# Laurel Haven - Check In!



## helmstead (Oct 2, 2008)

I know, according to your kidding schedule, that you have several does getting close...and I am DYING to see what Shamrock & Star have!

So? Inquiring minds wanna know! :type:


----------



## HollowbeadRanch (Oct 5, 2007)

LOL! I just "spoke" with Tina through Email... yesterday I believe it was. No babies as of then. She has been REALLY hectic these past few weeks and hasn't been able to be online alot. Her family got the "bug" that has been going around so she was having to take care of them as well. So hopefully we will be seeing her back on here soon :wink: WITH BABY PICS :wahoo: :dance: (we hope!)


----------



## KW Farms (Jun 21, 2008)

Oh yes, I was going to email Tina the other day, but completely forgot. I to can't wait what she gets this kidding season!! :stars:


----------



## Laurel_Haven (Oct 20, 2007)

I got an email telling me that the folks on TGS wanted an update... :grouphug: 

Sorry I haven't been on much.
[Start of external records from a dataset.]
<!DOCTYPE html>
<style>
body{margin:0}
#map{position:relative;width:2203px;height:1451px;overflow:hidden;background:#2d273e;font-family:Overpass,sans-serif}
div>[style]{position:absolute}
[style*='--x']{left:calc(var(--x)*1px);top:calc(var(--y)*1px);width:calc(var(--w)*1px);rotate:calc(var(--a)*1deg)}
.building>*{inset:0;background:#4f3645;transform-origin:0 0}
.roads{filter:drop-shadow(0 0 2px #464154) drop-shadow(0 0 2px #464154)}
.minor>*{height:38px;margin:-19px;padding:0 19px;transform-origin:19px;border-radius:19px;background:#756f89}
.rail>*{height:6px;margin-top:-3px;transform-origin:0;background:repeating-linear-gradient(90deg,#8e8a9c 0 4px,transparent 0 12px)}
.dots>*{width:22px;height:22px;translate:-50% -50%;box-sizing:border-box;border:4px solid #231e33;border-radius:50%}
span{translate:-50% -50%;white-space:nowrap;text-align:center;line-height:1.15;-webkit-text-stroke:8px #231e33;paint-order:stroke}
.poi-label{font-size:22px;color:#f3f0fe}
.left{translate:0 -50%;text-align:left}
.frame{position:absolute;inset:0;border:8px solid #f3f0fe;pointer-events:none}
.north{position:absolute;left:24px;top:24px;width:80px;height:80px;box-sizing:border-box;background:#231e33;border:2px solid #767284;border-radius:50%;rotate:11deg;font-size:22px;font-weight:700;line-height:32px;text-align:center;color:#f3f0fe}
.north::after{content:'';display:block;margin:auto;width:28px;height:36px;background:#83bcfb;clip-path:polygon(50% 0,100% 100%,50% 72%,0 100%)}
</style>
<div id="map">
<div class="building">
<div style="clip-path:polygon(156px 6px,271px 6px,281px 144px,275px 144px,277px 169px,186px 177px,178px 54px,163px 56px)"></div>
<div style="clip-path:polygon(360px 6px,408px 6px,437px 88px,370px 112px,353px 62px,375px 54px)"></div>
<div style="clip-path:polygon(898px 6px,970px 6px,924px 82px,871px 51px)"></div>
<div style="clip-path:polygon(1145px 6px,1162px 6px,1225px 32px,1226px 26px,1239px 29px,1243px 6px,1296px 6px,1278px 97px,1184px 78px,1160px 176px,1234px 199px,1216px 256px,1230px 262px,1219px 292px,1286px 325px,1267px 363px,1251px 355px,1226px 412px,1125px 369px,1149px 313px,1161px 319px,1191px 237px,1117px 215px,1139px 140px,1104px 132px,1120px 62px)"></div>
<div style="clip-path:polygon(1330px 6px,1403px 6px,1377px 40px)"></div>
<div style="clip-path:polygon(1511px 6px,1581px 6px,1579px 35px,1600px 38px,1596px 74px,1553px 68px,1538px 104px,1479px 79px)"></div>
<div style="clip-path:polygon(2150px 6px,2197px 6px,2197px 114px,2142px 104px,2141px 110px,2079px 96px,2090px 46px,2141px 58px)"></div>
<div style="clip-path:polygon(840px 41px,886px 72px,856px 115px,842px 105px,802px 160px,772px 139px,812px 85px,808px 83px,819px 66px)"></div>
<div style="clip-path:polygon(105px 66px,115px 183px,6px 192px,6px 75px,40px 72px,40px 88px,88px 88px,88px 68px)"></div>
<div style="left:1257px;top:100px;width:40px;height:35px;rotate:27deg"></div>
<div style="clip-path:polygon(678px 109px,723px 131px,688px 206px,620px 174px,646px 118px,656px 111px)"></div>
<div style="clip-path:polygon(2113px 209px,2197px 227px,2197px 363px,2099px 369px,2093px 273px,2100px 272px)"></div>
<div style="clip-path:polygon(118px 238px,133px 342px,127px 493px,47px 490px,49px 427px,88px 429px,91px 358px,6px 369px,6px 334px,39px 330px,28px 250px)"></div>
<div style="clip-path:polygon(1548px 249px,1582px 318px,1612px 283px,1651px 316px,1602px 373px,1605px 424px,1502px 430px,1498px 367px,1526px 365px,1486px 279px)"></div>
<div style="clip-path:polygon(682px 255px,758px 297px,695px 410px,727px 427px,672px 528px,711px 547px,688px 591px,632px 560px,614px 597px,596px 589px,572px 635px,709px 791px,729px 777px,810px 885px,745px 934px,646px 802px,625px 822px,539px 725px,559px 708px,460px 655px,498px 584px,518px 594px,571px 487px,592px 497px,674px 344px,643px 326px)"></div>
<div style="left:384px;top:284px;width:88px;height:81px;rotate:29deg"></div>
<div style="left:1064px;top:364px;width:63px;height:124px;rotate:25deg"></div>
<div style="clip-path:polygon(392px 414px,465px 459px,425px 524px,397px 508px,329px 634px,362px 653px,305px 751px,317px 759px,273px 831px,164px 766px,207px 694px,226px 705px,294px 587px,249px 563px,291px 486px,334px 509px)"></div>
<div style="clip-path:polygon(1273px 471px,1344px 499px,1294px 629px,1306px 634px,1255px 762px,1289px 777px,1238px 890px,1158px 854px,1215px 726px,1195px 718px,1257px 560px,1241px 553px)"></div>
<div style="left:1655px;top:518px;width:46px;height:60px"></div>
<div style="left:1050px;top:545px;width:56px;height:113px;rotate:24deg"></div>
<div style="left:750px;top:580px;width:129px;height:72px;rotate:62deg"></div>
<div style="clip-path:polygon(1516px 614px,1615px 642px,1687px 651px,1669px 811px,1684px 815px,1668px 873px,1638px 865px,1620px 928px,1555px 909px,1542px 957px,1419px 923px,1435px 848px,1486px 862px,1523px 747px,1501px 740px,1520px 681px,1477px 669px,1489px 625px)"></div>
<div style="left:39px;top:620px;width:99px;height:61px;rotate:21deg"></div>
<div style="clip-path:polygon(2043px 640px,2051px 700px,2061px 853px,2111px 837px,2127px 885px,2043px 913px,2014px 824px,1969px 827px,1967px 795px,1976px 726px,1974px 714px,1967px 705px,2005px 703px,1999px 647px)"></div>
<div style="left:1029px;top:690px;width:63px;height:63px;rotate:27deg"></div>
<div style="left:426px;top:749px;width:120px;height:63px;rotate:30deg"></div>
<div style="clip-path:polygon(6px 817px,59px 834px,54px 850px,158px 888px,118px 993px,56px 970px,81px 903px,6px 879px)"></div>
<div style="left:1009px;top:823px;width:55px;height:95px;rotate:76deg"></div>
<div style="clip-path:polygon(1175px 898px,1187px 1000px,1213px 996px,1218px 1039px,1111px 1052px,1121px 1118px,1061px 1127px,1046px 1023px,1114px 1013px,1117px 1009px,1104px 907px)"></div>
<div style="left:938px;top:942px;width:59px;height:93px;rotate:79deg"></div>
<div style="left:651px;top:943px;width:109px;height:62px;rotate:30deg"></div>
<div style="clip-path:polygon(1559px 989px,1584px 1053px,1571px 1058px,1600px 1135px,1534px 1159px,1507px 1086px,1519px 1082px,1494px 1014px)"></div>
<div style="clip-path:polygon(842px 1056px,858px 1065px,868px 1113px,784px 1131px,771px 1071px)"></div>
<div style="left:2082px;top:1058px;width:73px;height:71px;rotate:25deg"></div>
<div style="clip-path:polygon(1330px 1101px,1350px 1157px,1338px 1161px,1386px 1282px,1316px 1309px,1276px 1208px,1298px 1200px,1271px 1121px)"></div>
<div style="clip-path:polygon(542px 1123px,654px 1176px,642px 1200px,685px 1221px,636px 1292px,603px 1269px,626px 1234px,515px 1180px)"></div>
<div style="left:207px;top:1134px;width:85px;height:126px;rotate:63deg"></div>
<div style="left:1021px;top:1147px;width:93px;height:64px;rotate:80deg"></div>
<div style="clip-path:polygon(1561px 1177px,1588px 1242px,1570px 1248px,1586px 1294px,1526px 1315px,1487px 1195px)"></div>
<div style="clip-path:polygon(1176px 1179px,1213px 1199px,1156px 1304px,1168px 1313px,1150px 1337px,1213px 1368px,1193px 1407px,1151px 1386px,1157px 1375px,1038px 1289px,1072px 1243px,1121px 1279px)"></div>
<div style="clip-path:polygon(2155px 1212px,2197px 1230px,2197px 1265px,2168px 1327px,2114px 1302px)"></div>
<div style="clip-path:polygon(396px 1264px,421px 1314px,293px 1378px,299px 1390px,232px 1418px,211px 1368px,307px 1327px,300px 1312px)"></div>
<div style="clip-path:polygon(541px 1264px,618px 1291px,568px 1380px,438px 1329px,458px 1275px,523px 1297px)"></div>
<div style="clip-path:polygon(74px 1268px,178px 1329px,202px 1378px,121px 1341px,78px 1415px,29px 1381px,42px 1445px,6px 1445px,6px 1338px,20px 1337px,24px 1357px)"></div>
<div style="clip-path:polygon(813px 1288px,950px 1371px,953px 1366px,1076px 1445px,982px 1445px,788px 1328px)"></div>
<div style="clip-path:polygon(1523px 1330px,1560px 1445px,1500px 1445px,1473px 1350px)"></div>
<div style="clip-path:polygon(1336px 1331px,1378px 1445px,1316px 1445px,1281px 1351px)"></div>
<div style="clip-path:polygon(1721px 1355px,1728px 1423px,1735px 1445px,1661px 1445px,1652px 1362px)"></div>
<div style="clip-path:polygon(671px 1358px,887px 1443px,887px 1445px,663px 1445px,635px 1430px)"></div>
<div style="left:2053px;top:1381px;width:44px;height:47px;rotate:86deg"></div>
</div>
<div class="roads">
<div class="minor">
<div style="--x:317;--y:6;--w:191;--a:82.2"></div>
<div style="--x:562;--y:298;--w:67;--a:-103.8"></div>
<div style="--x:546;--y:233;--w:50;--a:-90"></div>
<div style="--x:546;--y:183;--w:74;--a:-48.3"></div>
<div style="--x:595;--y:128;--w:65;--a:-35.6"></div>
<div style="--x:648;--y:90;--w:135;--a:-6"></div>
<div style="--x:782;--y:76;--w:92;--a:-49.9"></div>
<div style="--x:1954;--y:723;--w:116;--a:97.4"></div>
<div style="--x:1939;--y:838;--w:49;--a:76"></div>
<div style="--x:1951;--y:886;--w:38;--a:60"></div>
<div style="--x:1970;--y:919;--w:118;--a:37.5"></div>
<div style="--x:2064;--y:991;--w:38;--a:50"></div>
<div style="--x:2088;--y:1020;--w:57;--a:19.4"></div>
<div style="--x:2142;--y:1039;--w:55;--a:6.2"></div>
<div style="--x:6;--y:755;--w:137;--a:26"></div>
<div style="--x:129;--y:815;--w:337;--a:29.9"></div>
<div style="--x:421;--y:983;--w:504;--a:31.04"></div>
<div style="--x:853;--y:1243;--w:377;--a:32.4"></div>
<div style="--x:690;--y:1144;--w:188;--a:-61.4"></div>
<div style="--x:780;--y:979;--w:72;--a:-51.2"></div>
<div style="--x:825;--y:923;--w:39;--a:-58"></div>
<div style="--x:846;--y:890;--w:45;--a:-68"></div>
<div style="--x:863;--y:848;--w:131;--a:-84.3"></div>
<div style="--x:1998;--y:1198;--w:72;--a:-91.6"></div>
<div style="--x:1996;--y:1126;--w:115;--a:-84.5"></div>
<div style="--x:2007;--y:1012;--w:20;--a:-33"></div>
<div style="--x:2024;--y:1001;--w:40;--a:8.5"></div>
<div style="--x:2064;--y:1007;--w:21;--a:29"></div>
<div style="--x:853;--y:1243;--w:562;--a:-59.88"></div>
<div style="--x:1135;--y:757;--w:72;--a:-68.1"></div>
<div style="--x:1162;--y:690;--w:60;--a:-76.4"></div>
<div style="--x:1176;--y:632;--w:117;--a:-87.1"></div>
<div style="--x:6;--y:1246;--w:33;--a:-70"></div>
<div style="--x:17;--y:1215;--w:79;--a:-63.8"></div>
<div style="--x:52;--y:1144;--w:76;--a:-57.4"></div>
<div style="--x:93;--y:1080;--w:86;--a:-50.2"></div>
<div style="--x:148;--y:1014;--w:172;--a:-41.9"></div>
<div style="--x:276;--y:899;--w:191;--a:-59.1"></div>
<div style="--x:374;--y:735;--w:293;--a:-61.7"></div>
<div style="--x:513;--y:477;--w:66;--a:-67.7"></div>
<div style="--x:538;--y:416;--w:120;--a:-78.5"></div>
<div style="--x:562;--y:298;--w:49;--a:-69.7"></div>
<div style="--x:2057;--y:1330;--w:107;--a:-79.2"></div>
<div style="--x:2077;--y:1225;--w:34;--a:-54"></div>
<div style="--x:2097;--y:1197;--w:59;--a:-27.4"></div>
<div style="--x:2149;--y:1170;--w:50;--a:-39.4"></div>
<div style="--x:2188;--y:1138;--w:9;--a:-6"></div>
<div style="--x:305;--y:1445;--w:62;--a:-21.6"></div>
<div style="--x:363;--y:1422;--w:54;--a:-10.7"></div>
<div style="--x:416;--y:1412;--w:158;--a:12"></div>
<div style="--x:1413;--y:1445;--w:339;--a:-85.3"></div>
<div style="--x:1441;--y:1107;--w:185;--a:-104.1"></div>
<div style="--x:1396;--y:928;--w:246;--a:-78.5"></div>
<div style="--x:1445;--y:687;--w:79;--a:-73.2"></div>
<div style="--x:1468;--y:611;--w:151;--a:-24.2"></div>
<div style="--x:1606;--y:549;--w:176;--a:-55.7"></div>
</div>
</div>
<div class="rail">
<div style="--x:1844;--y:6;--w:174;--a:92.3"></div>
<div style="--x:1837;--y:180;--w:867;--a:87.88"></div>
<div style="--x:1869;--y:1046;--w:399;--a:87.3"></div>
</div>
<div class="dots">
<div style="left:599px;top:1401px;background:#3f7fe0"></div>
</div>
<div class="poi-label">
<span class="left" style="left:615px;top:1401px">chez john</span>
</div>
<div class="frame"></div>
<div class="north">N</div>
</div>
Things have been crazy around here for the past couple of weeks… The flu bug cycled through our entire family one by one. 
My daughter wrecked her car. No one seriously hurt just her car. 
Our well was going dry so had to have it re dug another 150’. We have lots of water again, for now anyhow. 
And after much intensive care sadly the tiny black doe of Nocturne’s passed away.  
With all of that and it being kidding season… just haven’t been online. But I missed you all and thanks for the inquiry!

Now for an update… I have Shamrock and Star both in the kidding pens. Star has no ligaments at all and Shamrock has just minimal ligaments. Both are progressing along should be anytime now for either. Of course it had to rain all night, and is to rain all day. Wouldn’t you know it. So since it is raining I am sure we will get babies from one of those two today. I will keep you updated!!! I am heading down soon to do another round of baby checks...


----------



## kelebek (Oct 5, 2007)

Glad that everything is going ok with you and your family!!

Sorry about the little one :hug: that sucks. 

So make sure and let us know when the kids are born - oh and we have confirmation of Abba kids in 2 girls so far - Ginger and Dobie :stars:


----------



## Sweet Gum Minis (Oct 6, 2007)

Glad to see you back at GS again. Hope your girls have uneventful deliveries with lots of healthy babies. Hopefully some does!


----------



## KW Farms (Jun 21, 2008)

Oh gosh, hectic few weeks for you for sure!! I'm sorry to here about all that and the little doeling. :hug: I hope all your does kid easily and I CANNOT wait to see what star has!! Make sure you keep us all updated when they start kidding!


----------



## Laurel_Haven (Oct 20, 2007)

Thanks everyone! :grouphug:


----------



## sweetgoats (Oct 18, 2007)

WOW sounds like you have been a little bored lately :ROFL: 

Hope things are better in the house just in time for things to go crazy outside.

Glad to hear that your daughter is ok from the accident, that is so scary.

Keep us posted on the baby situation.


----------



## liz (Oct 5, 2007)

After all that has filled your time lately, and the passing of that precious doeling, the Luck of The Irish will be on your side! After all it IS March 1st! Sending prayers for your coming days to be full of joy and healthy happy babies!


----------



## Firestone Creek Farm (Jul 11, 2008)

oh my goodness... I'm so sorry to hear about Nocturne's little one...  HUGGGGGGGGGGGGGGGGGS


----------



## toth boer goats (Jul 20, 2008)

wow ...you have been dealing with alot haven't you... :hug: ....I pray that everything is better now and let the good times role..... ray: 
we are happy to of heard from you..... it has been a while..... :wink: :grouphug:


----------